◆ Task item: Reading the records beneath this task, work out how many lines contain the word "column" and reply with only that number.

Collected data
• • • •
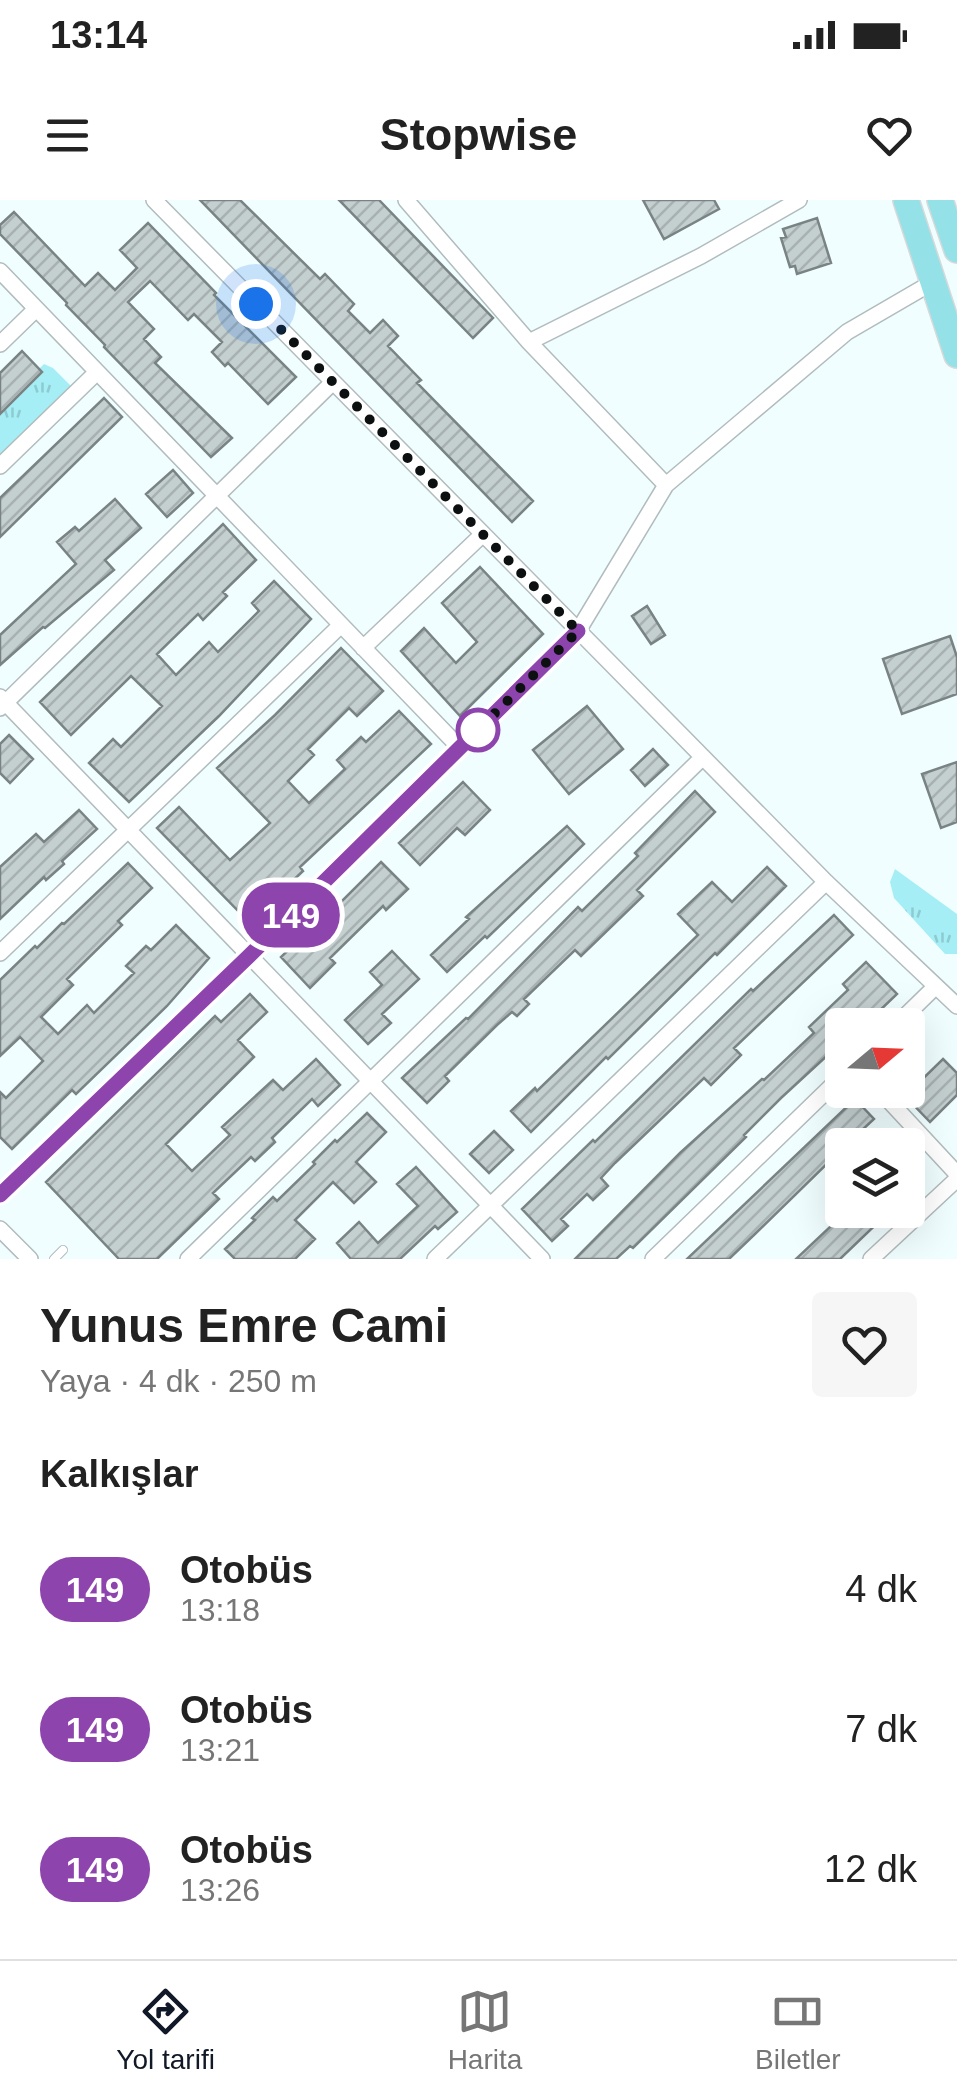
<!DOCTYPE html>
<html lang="tr">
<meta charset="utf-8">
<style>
:root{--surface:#fff;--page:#f6f6f6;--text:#222;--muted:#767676;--line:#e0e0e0;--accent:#111827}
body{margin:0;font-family:Helvetica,sans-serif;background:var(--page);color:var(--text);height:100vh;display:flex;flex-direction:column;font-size:38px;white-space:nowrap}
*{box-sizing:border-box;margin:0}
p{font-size:32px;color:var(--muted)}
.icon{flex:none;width:55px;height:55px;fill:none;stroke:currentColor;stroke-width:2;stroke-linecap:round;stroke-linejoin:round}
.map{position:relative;height:1059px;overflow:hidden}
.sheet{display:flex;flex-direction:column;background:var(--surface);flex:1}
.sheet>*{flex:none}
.badge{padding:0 20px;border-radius:32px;font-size:35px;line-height:65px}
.needle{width:65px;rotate:71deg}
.tools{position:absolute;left:825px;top:808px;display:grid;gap:20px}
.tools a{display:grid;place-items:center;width:100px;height:100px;border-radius:10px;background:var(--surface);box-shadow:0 10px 40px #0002;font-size:50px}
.you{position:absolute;width:50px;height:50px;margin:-25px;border:8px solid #fff;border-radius:50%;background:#1a73e8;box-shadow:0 0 0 15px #1a73e833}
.map>.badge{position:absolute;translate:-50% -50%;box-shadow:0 0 0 5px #fff}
h2{padding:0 40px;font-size:38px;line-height:90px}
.round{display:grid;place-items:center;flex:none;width:105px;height:105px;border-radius:10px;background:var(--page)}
.overview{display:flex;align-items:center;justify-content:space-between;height:170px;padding:0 40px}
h1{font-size:48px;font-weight:700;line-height:75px}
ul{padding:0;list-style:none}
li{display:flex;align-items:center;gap:30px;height:140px;padding:0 40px}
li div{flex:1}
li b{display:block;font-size:38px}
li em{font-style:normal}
li .badge{min-width:110px;font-weight:700;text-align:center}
.status{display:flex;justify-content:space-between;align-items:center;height:70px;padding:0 50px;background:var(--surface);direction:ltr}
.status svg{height:28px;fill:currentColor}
header{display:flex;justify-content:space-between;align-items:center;height:130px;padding:0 40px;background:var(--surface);font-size:45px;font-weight:700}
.menu{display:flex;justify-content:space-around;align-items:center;height:140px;border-top:2px solid var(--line);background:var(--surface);font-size:28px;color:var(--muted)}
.menu a{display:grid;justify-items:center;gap:5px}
.menu .active{color:var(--accent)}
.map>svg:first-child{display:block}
</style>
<div class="status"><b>13:14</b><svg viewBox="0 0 49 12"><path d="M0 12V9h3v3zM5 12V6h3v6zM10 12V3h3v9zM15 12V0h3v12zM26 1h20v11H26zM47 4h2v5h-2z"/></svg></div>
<header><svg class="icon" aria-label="menu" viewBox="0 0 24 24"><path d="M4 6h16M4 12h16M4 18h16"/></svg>Stopwise<svg class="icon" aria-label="heart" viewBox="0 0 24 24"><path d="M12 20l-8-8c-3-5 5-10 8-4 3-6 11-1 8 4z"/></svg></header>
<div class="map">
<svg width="957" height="1059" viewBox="0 0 957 1059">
<defs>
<pattern id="grass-tufts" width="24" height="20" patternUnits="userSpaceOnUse" patternTransform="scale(2.5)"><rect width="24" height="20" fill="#a6eef5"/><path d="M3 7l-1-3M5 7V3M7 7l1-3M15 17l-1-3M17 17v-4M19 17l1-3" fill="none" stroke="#8ecbd1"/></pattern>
<pattern id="building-hatch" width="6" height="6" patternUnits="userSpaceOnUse" patternTransform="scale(2.5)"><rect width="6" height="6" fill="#c4cfd0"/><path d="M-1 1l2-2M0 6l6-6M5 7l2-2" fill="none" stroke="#a7b1b2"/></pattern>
</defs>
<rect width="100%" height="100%" fill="#f1feff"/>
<path fill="url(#grass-tufts)" d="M44,164L53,168L72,187L0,257V208Z
M895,669L957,714V754H945L894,698L890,682Z"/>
<path fill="url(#building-hatch)" stroke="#798384" stroke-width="2.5" d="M200,0H240L320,79L325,74L354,104L348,111L370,133L383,120L398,136L388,146L421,180L417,183L533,301L512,322Z
M339,0H379L493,118L473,138Z
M643,0H714L719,9L664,39Z
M14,12L85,86L98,73L115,90L137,68L120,50L148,23L216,93L214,95L296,177L268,204L228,163L225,166L212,152L222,142L194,114L188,120L150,81L128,102L154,129L144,139L161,157L155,163L232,238L211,257L104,147L105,145L66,105L67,103L0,34V25Z
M817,18L831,63L797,74L795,66L790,67L781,38L786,37L783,29Z
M22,151L42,172L0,214V173Z
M104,198L122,217L0,337V298Z
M173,270L193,293L167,317L146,294Z
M115,299L141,328L105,360L114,370L45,428L43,427L0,465V435L76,364L57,342L75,327L79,331Z
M223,324L256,360L223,392L227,396L203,420L198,414L157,454L176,475L209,442L218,452L259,411L252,403L274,381L311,419L219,516L129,602L89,563L113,539L121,547L162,506L131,476L71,535L40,502Z
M480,367L543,434L460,516L401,451L424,428L456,463L477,442L442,403Z
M647,406L665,435L651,444L632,416Z
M950,436L957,457V494L902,514L883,459Z
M341,448L383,491L357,516L349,508L308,549L314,555L288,581L309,603L345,569L337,560L361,537L366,542L399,511L431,544L300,667L303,671L249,722L157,628L179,607L230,660L270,623L217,568L275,515Z
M587,506L623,549L569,594L533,550Z
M9,535L33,559L10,583L0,573V544Z
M653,549L668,565L645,586L631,570Z
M957,562V622L941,628L922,574Z
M463,582L490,610L465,635L457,628L420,665L399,643Z
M695,591L715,612L637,690L643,696L581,756L575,750L524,799L529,804L517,816L512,812L497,825L445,876L449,881L427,903L402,878L466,818L468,819L578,707L582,711L638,656L635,653Z
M79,610L97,629L62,661L64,664L46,680L44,677L0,719V667L36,634L44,642Z
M567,626L584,644L487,738L485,736L447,772L431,755L469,719L466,717Z
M381,662L408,689L386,710L383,706L330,758L335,763L310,788L281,757L306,733L308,735Z
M128,663L152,688L118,721L122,725L67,779L73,785L41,817L58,834L87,805L94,813L134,773L126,766L146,746L151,750L176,725L209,758L167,806L76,894L72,890L12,949L0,937V892L6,898L43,861L20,837L0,856V780L35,746L37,748L62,723L64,724Z
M767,667L786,686L717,755L715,753L608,859L606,857L531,932L511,911L535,888L537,891L698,735L678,714L712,682L732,702Z
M834,715L853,735L734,848L741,855L711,885L704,878L615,963L601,978L608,986L593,1000L587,994L561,1019L568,1026L552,1041L522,1009L593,940L595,942L751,789L753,791Z
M392,751L419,779L382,814L391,823L368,844L345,820L382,785L370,772Z
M866,762L897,794L873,817L871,815L860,825H842V842L781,898L744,935L746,937L633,1048L630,1046L616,1059H575L680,953L762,879L764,880L814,833L809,827L848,790L843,784Z
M250,794L267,812L238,840L254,857L166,944L192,971L230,935L222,927L273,880L283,890L316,859L340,885L318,906L312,899L272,938L275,942L255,961L251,957L213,993L219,999L157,1059H119L46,982L215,816L221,822Z
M943,859L957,873V895L930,922L905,896Z
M855,899L874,919L846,945H842L834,957L756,1033L729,1059H687Z
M367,913L386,932L356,962L376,982L354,1003L333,982L295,1020L315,1039L295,1059H235L225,1049L255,1020L252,1018L273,997L277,1001L315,964L313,962L335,940L337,942Z
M494,931L513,950L489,973L470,954Z
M416,967L457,1012L438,1029L435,1026L400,1059H351L337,1043L359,1022L378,1043L418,1006L397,984Z
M848,1010H891L840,1059H796Z"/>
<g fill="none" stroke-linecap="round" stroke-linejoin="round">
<defs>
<path id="lane" d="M54,1059L63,1050"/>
<path id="street" d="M154,0L826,682L957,806
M406,0L529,142
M0,71L460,548
M0,144L36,109
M0,266L97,172
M666,285L847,132L933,82
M363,448L483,334
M0,497L542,1059
M0,508L333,182
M0,753L341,425
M896,825L936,786
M879,890L957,974
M0,995L249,756L578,431L666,285L529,142L701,56L799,0
M0,1029L30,1059
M188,1059L703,557
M435,1059L826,682
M653,1059L842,876
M871,1059L957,979"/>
<path id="primary" d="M906,0L957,155
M940,0L957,50"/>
</defs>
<use href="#lane" stroke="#b1bcbd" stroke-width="10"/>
<use href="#street" stroke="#b1bcbd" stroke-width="18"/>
<use href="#primary" stroke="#d8d9d9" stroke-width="28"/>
<use href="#lane" stroke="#fff" stroke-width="8"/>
<use href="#street" stroke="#fff" stroke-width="15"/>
<use href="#primary" stroke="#94e1e8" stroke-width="25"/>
</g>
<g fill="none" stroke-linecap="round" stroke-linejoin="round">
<defs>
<path id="line" d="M0,995L249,756L578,431"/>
</defs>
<use href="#line" stroke="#fff" stroke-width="22"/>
<use href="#line" stroke="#8e44ad" stroke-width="15"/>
<path stroke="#0c1010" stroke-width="10" stroke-dasharray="0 18" d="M256,104L578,431L478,530"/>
</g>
<circle fill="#fff" stroke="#8e44ad" stroke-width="5" cx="478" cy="530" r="20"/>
</svg>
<div class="tools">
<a><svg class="needle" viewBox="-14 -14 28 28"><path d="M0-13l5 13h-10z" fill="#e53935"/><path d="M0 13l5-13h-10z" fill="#767676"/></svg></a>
<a><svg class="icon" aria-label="layers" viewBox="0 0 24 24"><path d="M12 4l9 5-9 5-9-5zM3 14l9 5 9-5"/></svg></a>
</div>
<div class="you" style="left:256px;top:104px"></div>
<b class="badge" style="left:291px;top:715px;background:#8e44ad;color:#fff">149</b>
</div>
<section class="sheet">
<div class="overview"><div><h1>Yunus Emre Cami</h1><p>Yaya · 4 dk · 250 m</p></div><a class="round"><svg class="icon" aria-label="heart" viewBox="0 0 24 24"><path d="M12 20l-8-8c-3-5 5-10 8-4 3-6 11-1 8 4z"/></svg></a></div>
<h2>Kalkışlar</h2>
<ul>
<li><span class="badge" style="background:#8e44ad;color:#fff">149</span><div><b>Otobüs</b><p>13:18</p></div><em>4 dk</em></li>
<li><span class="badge" style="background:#8e44ad;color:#fff">149</span><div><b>Otobüs</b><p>13:21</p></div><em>7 dk</em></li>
<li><span class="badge" style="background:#8e44ad;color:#fff">149</span><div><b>Otobüs</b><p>13:26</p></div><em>12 dk</em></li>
</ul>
</section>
<nav class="menu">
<a class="active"><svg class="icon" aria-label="directions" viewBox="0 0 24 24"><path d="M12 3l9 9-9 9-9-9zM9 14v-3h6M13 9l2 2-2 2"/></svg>Yol tarifi</a>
<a><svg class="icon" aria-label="map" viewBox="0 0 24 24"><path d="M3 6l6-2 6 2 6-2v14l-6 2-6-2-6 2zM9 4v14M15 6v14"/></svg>Harita</a>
<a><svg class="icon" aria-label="tickets" viewBox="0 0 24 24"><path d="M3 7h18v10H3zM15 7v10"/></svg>Biletler</a>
</nav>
• • • •
◆ Solution to this exercise: 2